- _EXERCISE DIRECTIONS_:
Every line containing the word "small" must be pulled from the records.

'''

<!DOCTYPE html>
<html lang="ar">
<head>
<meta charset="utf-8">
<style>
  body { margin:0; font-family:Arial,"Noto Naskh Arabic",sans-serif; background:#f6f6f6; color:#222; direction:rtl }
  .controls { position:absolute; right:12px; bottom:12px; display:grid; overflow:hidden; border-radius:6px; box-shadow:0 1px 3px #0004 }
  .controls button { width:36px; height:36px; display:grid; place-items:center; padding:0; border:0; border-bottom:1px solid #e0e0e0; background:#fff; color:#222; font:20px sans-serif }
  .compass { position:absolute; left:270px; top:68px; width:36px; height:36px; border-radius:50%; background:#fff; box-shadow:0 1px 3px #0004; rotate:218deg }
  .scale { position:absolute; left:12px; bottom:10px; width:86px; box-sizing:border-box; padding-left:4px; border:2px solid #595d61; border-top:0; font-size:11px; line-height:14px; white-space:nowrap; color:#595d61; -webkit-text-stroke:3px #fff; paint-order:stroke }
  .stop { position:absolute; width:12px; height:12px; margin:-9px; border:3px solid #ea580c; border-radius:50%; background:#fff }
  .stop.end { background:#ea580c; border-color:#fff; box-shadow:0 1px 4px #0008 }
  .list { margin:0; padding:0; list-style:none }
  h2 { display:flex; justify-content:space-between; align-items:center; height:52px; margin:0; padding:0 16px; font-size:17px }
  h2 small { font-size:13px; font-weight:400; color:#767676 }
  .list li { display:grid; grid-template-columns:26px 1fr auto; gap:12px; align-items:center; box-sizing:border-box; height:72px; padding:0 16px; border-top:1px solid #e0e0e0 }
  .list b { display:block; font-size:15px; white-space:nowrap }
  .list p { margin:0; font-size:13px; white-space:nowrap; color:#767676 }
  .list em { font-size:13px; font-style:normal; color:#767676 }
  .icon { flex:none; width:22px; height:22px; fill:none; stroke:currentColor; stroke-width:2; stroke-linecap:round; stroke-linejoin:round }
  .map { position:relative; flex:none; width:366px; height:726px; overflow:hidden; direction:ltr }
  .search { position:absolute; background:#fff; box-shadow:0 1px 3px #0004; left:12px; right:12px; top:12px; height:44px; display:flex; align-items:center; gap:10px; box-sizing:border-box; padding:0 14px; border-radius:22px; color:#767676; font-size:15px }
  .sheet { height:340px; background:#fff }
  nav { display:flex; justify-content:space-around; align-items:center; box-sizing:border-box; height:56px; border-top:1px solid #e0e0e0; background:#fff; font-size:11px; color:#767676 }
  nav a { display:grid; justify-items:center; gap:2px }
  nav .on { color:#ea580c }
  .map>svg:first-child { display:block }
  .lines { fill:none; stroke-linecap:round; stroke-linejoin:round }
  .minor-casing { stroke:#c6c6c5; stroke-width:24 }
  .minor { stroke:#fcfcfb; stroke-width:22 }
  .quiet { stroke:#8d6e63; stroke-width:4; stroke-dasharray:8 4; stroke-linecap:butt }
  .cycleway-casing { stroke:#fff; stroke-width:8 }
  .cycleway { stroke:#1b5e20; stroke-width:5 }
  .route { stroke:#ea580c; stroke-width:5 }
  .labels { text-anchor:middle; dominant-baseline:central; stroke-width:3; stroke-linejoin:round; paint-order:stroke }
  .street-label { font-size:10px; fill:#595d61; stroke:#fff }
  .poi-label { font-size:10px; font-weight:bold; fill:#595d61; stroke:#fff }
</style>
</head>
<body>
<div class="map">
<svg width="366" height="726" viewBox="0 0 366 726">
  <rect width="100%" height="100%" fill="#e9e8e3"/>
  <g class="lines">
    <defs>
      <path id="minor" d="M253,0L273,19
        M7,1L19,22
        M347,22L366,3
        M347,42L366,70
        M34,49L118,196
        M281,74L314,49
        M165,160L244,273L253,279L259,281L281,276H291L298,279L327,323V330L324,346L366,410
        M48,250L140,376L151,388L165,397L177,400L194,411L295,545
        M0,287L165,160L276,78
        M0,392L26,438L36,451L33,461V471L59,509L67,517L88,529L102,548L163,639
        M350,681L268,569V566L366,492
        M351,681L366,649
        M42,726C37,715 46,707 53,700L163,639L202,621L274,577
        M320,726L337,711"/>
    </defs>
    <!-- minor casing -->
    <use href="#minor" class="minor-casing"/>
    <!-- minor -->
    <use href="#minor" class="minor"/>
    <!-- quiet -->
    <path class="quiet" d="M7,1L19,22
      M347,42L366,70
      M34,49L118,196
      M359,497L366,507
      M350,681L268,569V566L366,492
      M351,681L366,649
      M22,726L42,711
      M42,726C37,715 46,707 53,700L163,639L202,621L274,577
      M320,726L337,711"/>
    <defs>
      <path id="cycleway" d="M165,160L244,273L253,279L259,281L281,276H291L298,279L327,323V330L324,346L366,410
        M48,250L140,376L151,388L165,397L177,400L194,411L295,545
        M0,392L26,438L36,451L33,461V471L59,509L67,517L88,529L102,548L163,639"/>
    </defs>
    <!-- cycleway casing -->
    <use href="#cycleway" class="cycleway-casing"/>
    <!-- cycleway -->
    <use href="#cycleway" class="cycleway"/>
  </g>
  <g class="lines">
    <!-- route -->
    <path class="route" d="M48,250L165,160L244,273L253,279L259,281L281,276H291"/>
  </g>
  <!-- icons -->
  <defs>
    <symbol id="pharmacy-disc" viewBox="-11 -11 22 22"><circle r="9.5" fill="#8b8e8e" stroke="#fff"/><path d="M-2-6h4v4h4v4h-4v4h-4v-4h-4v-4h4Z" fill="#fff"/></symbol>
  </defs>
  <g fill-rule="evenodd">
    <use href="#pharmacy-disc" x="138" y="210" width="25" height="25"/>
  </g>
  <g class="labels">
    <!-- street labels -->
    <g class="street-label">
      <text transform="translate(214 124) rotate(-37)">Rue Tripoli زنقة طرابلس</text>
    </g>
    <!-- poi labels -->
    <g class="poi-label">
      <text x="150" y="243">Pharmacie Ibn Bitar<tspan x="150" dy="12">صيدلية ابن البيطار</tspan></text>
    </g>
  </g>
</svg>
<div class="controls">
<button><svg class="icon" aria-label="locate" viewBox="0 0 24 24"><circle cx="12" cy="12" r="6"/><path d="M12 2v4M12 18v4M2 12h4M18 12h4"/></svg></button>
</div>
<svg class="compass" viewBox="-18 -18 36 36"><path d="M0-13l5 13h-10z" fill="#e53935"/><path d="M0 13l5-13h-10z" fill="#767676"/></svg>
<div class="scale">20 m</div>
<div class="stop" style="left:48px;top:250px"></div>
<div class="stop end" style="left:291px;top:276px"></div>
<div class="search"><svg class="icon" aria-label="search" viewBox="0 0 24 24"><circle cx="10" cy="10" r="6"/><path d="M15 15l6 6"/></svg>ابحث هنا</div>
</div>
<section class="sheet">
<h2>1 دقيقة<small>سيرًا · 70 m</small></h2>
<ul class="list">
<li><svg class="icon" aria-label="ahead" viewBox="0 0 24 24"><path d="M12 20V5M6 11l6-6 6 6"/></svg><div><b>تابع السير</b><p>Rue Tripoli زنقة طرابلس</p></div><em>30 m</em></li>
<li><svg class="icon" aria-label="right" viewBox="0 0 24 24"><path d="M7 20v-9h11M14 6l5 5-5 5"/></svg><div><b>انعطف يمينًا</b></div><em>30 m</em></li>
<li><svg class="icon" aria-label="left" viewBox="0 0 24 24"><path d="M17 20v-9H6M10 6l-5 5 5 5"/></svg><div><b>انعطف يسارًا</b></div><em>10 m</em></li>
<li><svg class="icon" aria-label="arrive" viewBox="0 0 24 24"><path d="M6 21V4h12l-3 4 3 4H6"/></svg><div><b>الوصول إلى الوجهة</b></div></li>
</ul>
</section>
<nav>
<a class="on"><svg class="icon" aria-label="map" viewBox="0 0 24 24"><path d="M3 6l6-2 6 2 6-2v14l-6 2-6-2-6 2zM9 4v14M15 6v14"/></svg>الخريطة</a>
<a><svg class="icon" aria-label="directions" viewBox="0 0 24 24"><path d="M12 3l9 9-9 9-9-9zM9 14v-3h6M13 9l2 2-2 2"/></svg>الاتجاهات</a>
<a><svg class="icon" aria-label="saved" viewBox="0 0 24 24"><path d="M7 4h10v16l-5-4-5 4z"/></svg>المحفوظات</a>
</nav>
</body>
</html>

'''

- _TASK RESPONSE_:
  h2 small { font-size:13px; font-weight:400; color:#767676 }
<h2>1 دقيقة<small>سيرًا · 70 m</small></h2>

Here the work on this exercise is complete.